The pilot-to-production pipeline is broken, and that creates a positioning opportunity.

The CFO engagement quantifies what every finance vendor has been observing: pilots are not converting to production. 36% of CFOs do not pilot AI at all. Among those who do pilot, 25% see zero pilots reach production. Another 24% report under 25% pilot success. Only 4% of all respondents report pilot success rates above 50%.

Why pilots fail

Primary barrier Share citing
Unclear ROI / vendor immaturity21%
Integration complexity17%
Skills gap on finance team17%
Data quality and availability15%
Auditability and explainability11%
Security and compliance7%
Budget constraints5%

Money is not the constraint. Trust, integration, and capacity are. The top three barriers (ROI proof, integration, skills) are all things the vendor either controls or can supply. Skills gaps in particular are an opportunity. CFOs cannot hire AI talent and they cannot retrain finance teams fast enough. Vendors who arrive with implementation services, embedded enablement, and managed deployment offerings remove the single biggest internal blocker.

This is why Esker's services and customer success organization is a competitive asset. The AP Automation VoC reinforces it. 50% of Medius customers cite implementation methodology as a vendor strength versus only 29% across all vendors. That gap is exactly the pilot-failure problem solved on the other side.

"Implementation was painless, the interface is so intuitive that line managers approved their first invoice without training."
Finance Systems Director, Transportation (Apr 25 AP Automation VoC)
Implication for Esker
Sell the production guarantee, not the pilot. Esker should publish its production deployment record (customer count, average go-live timeline, percentage of contracts that reach full production) on the front page of every pitch. CFOs are tired of pilots that go nowhere. The vendor that arrives with proof of production at scale converts faster than the vendor with the slickest demo.
Insight 05

The board has already approved a price increase. Most vendors are not capturing it.

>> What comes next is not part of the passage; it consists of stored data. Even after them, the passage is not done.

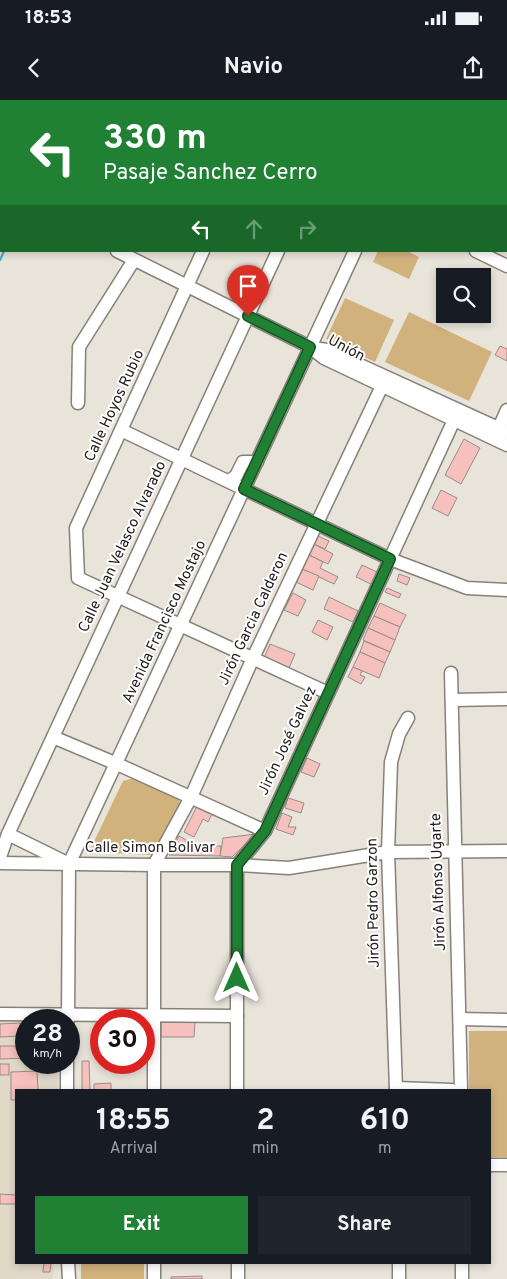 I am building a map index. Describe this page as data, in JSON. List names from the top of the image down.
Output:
{
  "streets": {
    "street": [
      "Unión",
      "Calle Hoyos Rubio",
      "Calle Juan Velasco Alvarado",
      "Jirón Garcia Calderon",
      "Avenida Francisco Mostajo",
      "Jirón José Galvez",
      "Calle Simon Bolivar",
      "Jirón Alfonso Ugarte",
      "Jirón Pedro Garzon"
    ]
  },
  "crossings": [
    ["Unión", "Jirón Garcia Calderon"],
    ["Unión", "Avenida Francisco Mostajo"],
    ["Unión", "Jirón José Galvez"],
    ["Calle Hoyos Rubio", "Calle Juan Velasco Alvarado"],
    ["Jirón Garcia Calderon", "Calle Simon Bolivar"],
    ["Avenida Francisco Mostajo", "Calle Simon Bolivar"],
    ["Jirón José Galvez", "Calle Simon Bolivar"],
    ["Calle Simon Bolivar", "Jirón Alfonso Ugarte"],
    ["Calle Simon Bolivar", "Jirón Pedro Garzon"]
  ],
  "page": {
    "status": "18:53",
    "header": "Navio",
    "turn": ["330 m", "Pasaje Sanchez Cerro"],
    "speed": "28 km/h",
    "limit": "30",
    "eta": [
      "18:55",
      "Arrival",
      "2",
      "min",
      "610",
      "m"
    ],
    "buttons": ["Exit", "Share"]
  }
}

The CFO engagement is unusually direct on pricing power. 95% of CFOs will pay an AI premium. Only 5% refuse one. 28% will accept 15 to 30% above their current pricing. The gating factor is not budget. It is value demonstration.

57%
Face moderate-to-strong board pressure to accelerate AI adoption
59%
Expect to reduce finance headcount over the next three years
95%
Will pay an AI premium
93%
Will shift labor budget to AI tools

The driver is named explicitly in the CFO dataset. PE and VC boards are mandating cost reduction through AI-enabled headcount cuts and benchmarking AI adoption rates across portfolio companies. The framing in the open-text responses is strikingly consistent: "don't fall behind competitors" combined with "cut costs through labor replacement." Less innovation, more economic necessity.

The AP Automation VoC captures the willingness-to-pay signal directly. Three Medius customers told the interviewer in their own words what they would pay more for.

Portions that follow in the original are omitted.